Closed
Description
Describe the bug
When using SVMSMOTE on dataset which contains a minority class which has very few samples (may be < 10), it'll raise error ValueError: Found array with 0 sample(s) (shape=(0, 600)) while a minimum of 1 is required.
Steps/Code to Reproduce
from collections import Counter
from sklearn.datasets import make_classification
from imblearn.over_sampling import SVMSMOTE # doctest: +NORMALIZE_WHITESPACE
X, y = make_classification(n_classes=3, class_sep=0,
weights=[0.004, 0.451, 0.545], n_informative=3, n_redundant=0, flip_y=0,
n_features=3, n_clusters_per_class=2, n_samples=1000, random_state=10)
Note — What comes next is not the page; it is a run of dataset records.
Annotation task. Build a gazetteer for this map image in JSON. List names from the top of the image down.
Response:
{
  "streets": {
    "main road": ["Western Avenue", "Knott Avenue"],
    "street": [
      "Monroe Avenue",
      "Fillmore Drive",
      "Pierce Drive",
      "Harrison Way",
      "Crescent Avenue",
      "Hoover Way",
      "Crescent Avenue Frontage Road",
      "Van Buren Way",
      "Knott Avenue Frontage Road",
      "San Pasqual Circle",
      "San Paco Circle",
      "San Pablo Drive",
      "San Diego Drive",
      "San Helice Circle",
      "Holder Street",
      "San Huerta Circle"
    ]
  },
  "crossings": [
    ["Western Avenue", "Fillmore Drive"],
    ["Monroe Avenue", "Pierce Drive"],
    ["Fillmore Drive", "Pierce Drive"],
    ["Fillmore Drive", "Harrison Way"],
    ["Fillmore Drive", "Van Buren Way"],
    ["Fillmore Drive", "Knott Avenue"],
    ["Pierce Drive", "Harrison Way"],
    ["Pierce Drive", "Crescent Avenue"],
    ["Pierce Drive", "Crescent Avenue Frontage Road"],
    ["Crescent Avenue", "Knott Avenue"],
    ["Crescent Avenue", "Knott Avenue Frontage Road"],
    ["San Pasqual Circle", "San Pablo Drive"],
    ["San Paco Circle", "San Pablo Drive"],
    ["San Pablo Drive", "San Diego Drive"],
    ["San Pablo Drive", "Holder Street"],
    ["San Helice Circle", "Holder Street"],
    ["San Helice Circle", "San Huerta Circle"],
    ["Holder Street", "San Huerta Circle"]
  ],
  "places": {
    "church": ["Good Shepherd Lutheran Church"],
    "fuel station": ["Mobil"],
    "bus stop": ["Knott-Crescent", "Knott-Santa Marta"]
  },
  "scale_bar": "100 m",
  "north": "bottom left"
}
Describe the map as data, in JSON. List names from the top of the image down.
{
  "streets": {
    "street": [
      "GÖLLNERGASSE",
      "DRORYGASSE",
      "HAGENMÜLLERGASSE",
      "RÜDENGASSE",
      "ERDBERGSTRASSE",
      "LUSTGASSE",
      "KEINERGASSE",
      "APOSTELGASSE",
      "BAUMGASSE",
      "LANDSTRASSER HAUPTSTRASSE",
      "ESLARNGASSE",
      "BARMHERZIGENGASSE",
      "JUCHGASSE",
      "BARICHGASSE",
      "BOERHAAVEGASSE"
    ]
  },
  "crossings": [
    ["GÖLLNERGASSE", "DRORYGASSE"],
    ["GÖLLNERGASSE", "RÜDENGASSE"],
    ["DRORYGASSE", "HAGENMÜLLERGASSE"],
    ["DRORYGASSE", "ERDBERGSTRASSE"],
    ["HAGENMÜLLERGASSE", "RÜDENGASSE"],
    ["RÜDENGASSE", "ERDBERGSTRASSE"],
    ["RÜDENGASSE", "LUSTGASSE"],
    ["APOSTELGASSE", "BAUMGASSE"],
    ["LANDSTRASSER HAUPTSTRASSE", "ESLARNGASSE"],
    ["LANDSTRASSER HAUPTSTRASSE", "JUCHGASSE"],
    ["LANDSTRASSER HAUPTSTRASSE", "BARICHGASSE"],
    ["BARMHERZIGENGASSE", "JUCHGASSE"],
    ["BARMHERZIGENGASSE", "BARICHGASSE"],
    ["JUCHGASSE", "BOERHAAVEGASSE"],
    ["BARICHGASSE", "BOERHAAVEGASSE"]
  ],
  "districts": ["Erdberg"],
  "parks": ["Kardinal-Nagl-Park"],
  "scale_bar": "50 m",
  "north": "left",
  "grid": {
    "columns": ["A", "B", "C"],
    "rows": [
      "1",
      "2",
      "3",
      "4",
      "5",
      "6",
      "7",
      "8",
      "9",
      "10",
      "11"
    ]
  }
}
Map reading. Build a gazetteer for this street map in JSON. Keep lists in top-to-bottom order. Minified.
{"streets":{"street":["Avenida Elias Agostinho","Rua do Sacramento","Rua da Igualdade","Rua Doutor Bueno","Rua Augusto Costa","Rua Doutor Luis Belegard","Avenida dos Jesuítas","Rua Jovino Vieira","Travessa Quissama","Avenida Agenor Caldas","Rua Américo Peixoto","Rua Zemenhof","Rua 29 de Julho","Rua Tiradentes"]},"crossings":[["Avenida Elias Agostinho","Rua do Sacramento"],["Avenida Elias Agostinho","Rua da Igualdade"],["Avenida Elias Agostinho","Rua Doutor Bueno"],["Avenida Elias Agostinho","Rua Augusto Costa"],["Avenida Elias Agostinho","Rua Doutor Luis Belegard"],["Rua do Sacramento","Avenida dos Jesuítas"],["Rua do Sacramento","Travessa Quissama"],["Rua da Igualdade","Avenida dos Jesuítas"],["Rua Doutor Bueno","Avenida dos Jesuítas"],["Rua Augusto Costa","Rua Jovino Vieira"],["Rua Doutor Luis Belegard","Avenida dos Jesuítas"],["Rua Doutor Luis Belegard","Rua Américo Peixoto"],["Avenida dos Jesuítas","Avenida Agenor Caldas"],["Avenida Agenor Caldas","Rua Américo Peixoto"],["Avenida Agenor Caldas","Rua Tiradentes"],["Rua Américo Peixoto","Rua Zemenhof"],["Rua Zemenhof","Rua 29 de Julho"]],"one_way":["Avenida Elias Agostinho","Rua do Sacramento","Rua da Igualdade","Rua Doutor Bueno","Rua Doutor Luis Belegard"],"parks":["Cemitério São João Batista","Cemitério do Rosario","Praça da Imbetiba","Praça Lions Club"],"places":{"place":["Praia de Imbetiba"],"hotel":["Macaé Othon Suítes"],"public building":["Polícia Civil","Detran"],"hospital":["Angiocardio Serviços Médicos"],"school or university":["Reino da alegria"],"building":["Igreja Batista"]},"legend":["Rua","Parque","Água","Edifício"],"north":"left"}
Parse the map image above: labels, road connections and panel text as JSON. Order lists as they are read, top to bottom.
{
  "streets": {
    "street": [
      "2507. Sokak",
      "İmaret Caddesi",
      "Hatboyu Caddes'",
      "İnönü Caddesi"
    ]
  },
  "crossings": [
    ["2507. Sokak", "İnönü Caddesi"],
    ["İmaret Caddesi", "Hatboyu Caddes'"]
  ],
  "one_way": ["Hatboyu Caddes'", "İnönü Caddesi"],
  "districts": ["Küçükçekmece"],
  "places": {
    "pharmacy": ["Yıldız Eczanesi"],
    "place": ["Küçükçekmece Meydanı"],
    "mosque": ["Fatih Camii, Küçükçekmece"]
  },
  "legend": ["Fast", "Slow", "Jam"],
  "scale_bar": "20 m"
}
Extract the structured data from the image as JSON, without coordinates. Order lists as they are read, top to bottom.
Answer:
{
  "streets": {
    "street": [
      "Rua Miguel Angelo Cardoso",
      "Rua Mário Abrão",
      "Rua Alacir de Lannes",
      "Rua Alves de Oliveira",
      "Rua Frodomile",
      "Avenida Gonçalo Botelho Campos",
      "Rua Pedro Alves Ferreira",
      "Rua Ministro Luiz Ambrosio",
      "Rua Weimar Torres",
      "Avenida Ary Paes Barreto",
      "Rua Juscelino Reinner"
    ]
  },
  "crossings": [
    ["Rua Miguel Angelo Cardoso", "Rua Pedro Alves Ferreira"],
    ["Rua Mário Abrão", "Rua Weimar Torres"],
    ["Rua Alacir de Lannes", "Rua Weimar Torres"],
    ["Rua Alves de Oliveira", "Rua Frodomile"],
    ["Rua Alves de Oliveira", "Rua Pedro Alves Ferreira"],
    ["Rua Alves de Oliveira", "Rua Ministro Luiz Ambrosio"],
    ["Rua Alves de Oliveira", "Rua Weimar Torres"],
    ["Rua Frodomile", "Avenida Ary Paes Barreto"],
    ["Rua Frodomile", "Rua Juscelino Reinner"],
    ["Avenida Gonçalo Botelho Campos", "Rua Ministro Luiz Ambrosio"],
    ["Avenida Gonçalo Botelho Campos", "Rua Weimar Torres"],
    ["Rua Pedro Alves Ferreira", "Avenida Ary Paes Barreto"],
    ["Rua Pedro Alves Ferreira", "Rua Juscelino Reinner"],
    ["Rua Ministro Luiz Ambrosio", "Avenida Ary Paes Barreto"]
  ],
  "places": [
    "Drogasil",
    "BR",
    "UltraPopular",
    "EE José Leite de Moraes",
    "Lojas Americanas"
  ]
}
print('Original dataset shape %s' % Counter(y))
sm = SVMSMOTE(random_state=42, k_neighbors=4)
X_res, y_res = sm.fit_resample(X, y)
print('Resampled dataset shape %s' % Counter(y_res))
Expected Results
Running without error
Actual Results
Original dataset shape Counter({2: 544, 1: 451, 0: 5})
---------------------------------------------------------------------------
ValueError Traceback (most recent call last)
<ipython-input-78-8f5d2308c2bd> in <module>()
10
11 sm = SVMSMOTE(random_state=42, k_neighbors=4)
---> 12 X_res, y_res = sm.fit_resample(X, y)
13 print('Resampled dataset shape %s' % Counter(y_res))
~/anaconda3/lib/python3.6/site-packages/imblearn/base.py in fit_resample(self, X, y)
82 self.sampling_strategy, y, self._sampling_type)
83
---> 84 output = self._fit_resample(X, y)
85
86 if binarize_y:
~/anaconda3/lib/python3.6/site-packages/imblearn/over_sampling/_smote.py in _fit_resample(self, X, y)
530 def _fit_resample(self, X, y):
531 # print("_fit_resample X shape", X.shape)
--> 532 return self._sample(X, y)
533
534 def _sample(self, X, y):
~/anaconda3/lib/python3.6/site-packages/imblearn/over_sampling/_smote.py in _sample(self, X, y)
569
570 danger_bool = self._in_danger_noise(
--> 571 self.nn_m_, support_vector, class_sample, y, kind='danger')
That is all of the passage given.